## WORK TO COMPLETE
Transcribe the records below. Leave every line exactly as written.

(Beginning of DATA SUPPLIED)

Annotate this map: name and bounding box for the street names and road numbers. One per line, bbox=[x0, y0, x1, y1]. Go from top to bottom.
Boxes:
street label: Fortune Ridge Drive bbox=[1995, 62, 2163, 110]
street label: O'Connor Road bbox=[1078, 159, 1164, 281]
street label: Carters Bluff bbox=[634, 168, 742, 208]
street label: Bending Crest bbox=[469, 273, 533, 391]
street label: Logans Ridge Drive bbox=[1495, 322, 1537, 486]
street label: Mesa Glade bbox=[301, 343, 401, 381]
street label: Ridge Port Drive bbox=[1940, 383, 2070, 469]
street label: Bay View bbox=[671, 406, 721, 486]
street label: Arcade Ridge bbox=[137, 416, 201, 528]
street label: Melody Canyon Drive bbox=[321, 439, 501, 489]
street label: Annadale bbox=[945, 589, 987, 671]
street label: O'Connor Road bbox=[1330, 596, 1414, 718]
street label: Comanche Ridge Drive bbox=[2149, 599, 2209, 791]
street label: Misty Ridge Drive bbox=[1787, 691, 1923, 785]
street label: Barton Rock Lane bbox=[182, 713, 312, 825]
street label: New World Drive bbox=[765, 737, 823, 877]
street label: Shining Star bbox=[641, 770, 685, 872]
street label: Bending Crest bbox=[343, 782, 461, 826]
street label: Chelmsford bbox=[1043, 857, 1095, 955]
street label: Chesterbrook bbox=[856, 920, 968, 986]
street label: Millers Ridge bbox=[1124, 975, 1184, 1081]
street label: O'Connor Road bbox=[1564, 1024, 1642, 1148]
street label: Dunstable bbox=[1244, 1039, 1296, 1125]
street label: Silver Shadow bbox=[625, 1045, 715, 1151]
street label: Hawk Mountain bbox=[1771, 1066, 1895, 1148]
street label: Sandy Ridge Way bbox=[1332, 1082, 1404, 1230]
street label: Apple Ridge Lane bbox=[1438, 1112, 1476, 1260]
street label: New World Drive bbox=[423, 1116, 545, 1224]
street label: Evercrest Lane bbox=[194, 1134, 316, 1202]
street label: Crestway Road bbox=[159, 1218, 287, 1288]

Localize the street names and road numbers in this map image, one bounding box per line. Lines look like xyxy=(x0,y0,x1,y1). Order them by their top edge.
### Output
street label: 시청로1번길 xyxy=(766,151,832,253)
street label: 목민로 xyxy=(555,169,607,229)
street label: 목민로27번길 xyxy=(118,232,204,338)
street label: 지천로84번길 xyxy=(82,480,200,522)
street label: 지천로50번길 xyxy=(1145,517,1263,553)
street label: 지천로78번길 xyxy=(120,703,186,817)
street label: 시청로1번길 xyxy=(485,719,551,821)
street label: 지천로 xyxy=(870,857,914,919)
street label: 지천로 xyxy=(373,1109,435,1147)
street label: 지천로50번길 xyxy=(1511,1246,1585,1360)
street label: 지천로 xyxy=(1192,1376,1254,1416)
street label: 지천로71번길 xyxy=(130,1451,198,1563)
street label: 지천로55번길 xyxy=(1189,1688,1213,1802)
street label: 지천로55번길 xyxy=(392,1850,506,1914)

(End of DATA SUPPLIED)

## REPLY
Annotate this map: name and bounding box for the street names and road numbers. One per line, bbox=[x0, y0, x1, y1]. Go from top to bottom.
Boxes:
street label: Fortune Ridge Drive bbox=[1995, 62, 2163, 110]
street label: O'Connor Road bbox=[1078, 159, 1164, 281]
street label: Carters Bluff bbox=[634, 168, 742, 208]
street label: Bending Crest bbox=[469, 273, 533, 391]
street label: Logans Ridge Drive bbox=[1495, 322, 1537, 486]
street label: Mesa Glade bbox=[301, 343, 401, 381]
street label: Ridge Port Drive bbox=[1940, 383, 2070, 469]
street label: Bay View bbox=[671, 406, 721, 486]
street label: Arcade Ridge bbox=[137, 416, 201, 528]
street label: Melody Canyon Drive bbox=[321, 439, 501, 489]
street label: Annadale bbox=[945, 589, 987, 671]
street label: O'Connor Road bbox=[1330, 596, 1414, 718]
street label: Comanche Ridge Drive bbox=[2149, 599, 2209, 791]
street label: Misty Ridge Drive bbox=[1787, 691, 1923, 785]
street label: Barton Rock Lane bbox=[182, 713, 312, 825]
street label: New World Drive bbox=[765, 737, 823, 877]
street label: Shining Star bbox=[641, 770, 685, 872]
street label: Bending Crest bbox=[343, 782, 461, 826]
street label: Chelmsford bbox=[1043, 857, 1095, 955]
street label: Chesterbrook bbox=[856, 920, 968, 986]
street label: Millers Ridge bbox=[1124, 975, 1184, 1081]
street label: O'Connor Road bbox=[1564, 1024, 1642, 1148]
street label: Dunstable bbox=[1244, 1039, 1296, 1125]
street label: Silver Shadow bbox=[625, 1045, 715, 1151]
street label: Hawk Mountain bbox=[1771, 1066, 1895, 1148]
street label: Sandy Ridge Way bbox=[1332, 1082, 1404, 1230]
street label: Apple Ridge Lane bbox=[1438, 1112, 1476, 1260]
street label: New World Drive bbox=[423, 1116, 545, 1224]
street label: Evercrest Lane bbox=[194, 1134, 316, 1202]
street label: Crestway Road bbox=[159, 1218, 287, 1288]

Localize the street names and road numbers in this map image, one bounding box per line. Lines look like xyxy=(x0,y0,x1,y1). Order them by their top edge.
### Output
street label: 시청로1번길 xyxy=(766,151,832,253)
street label: 목민로 xyxy=(555,169,607,229)
street label: 목민로27번길 xyxy=(118,232,204,338)
street label: 지천로84번길 xyxy=(82,480,200,522)
street label: 지천로50번길 xyxy=(1145,517,1263,553)
street label: 지천로78번길 xyxy=(120,703,186,817)
street label: 시청로1번길 xyxy=(485,719,551,821)
street label: 지천로 xyxy=(870,857,914,919)
street label: 지천로 xyxy=(373,1109,435,1147)
street label: 지천로50번길 xyxy=(1511,1246,1585,1360)
street label: 지천로 xyxy=(1192,1376,1254,1416)
street label: 지천로71번길 xyxy=(130,1451,198,1563)
street label: 지천로55번길 xyxy=(1189,1688,1213,1802)
street label: 지천로55번길 xyxy=(392,1850,506,1914)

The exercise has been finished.